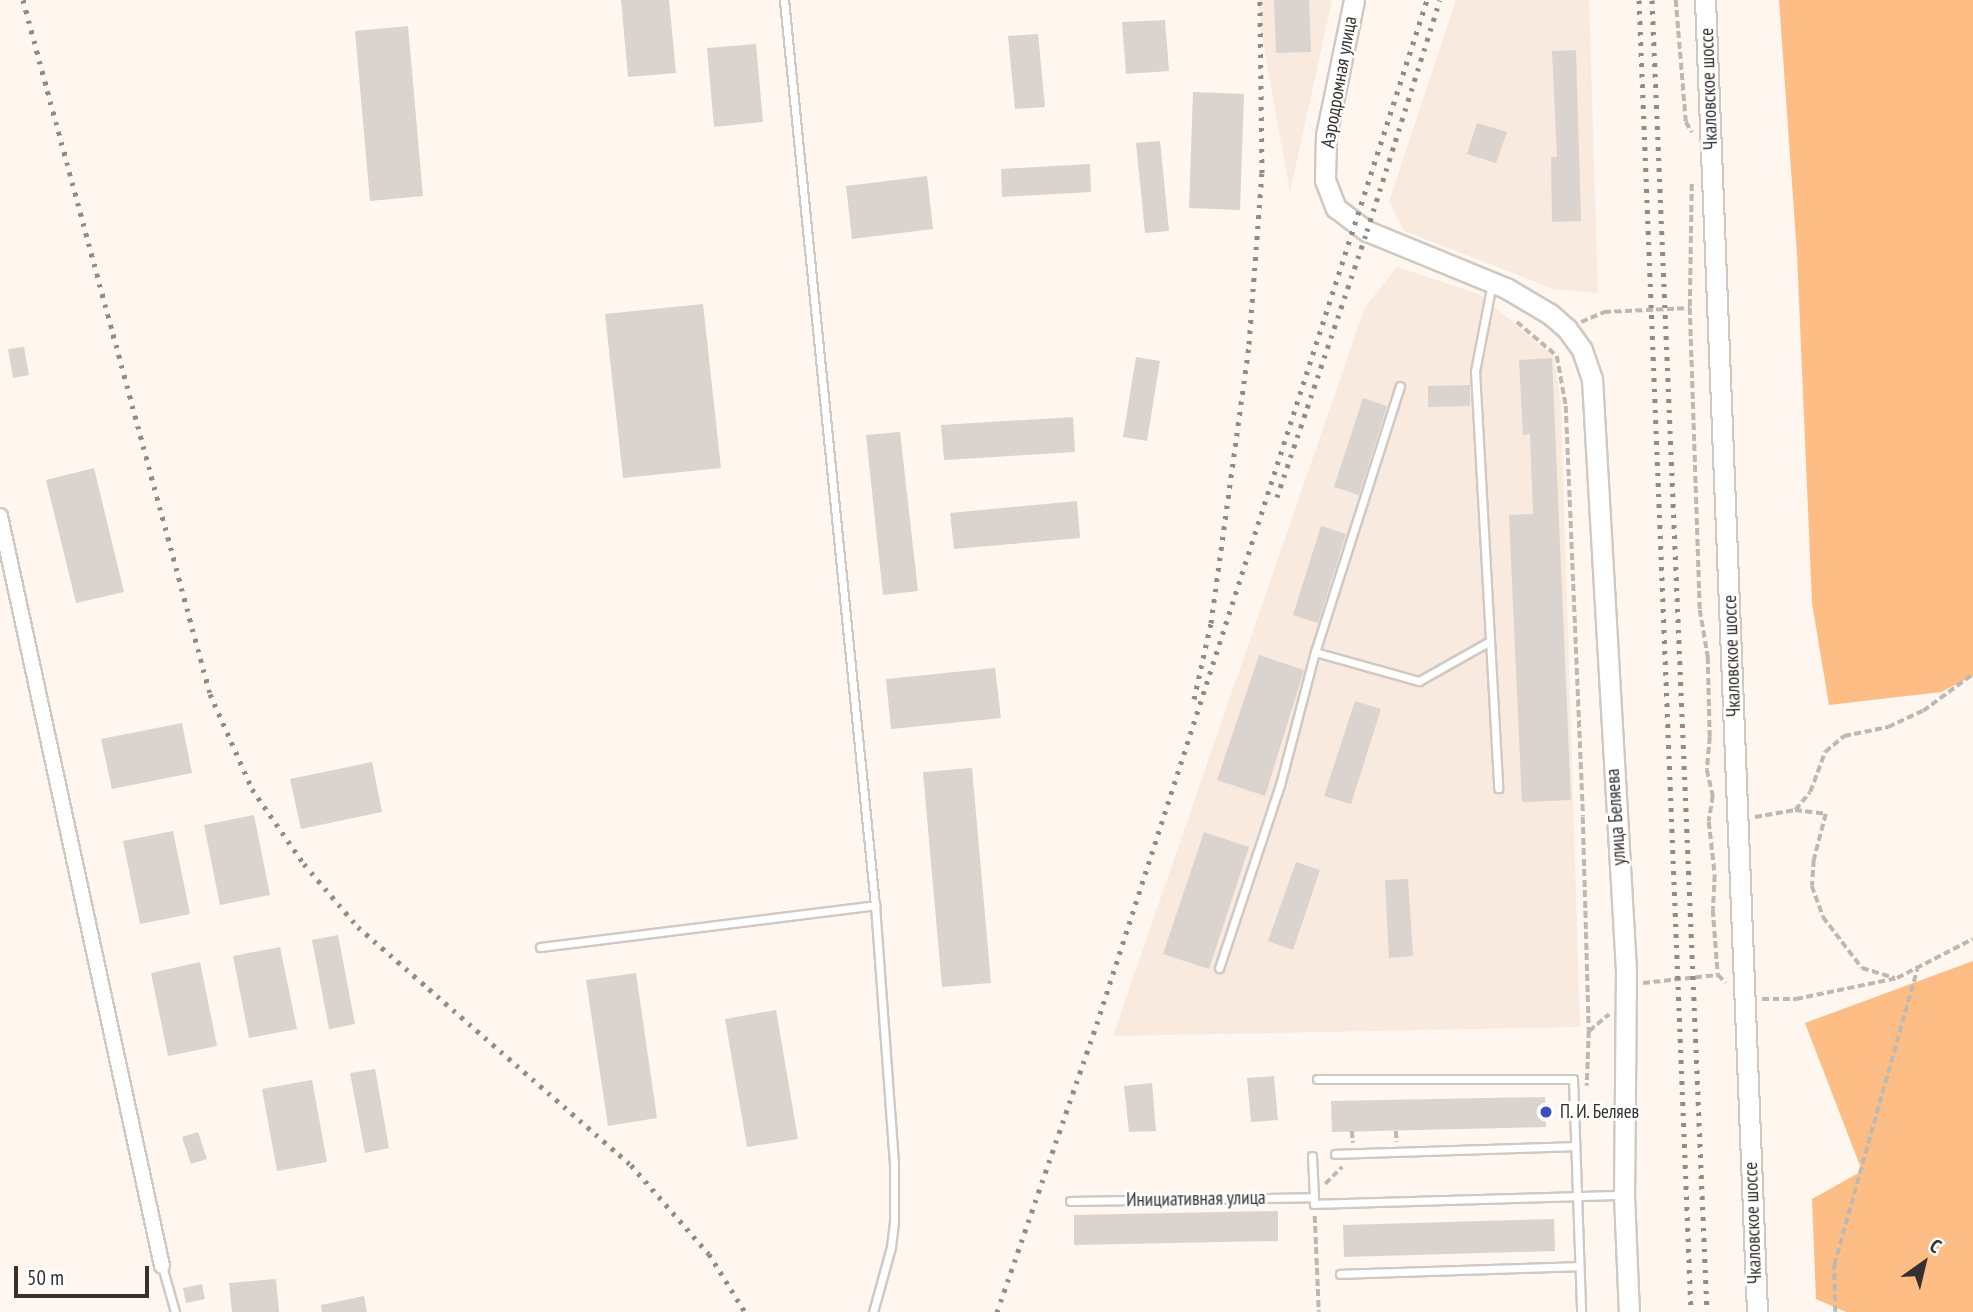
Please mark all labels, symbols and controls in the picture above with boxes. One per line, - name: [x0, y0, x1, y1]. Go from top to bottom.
- street label: Аэродромная улица: [1316, 14, 1362, 150]
- street label: Чкаловское шоссе: [1695, 28, 1723, 150]
- street label: Чкаловское шоссе: [1718, 595, 1746, 717]
- street label: улица Беляева: [1601, 768, 1631, 866]
- place label: П. И. Беляев: [1560, 1101, 1642, 1123]
- marker: П. И. Беляев: [1538, 1104, 1554, 1120]
- street label: Чкаловское шоссе: [1739, 1162, 1767, 1284]
- street label: Инициативная улица: [1126, 1186, 1266, 1212]
- north arrow: [1889, 1228, 1959, 1298]
- text: С: [1925, 1233, 1946, 1258]
- scale bar: [18, 1252, 152, 1296]
- text: 50 m: [27, 1264, 64, 1291]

○ ○ ○

Task directions>
Leave the pictures out and return the rest of the listing exactly.

Result for this exercise>
Please mark all labels, symbols and controls in the picture above with boxes. One per line, - name: [x0, y0, x1, y1]. Go from top to bottom.
- street label: Аэродромная улица: [1316, 14, 1362, 150]
- street label: Чкаловское шоссе: [1695, 28, 1723, 150]
- street label: Чкаловское шоссе: [1718, 595, 1746, 717]
- street label: улица Беляева: [1601, 768, 1631, 866]
- place label: П. И. Беляев: [1560, 1101, 1642, 1123]
- marker: П. И. Беляев: [1538, 1104, 1554, 1120]
- street label: Чкаловское шоссе: [1739, 1162, 1767, 1284]
- street label: Инициативная улица: [1126, 1186, 1266, 1212]
- north arrow: [1889, 1228, 1959, 1298]
- text: С: [1925, 1233, 1946, 1258]
- scale bar: [18, 1252, 152, 1296]
- text: 50 m: [27, 1264, 64, 1291]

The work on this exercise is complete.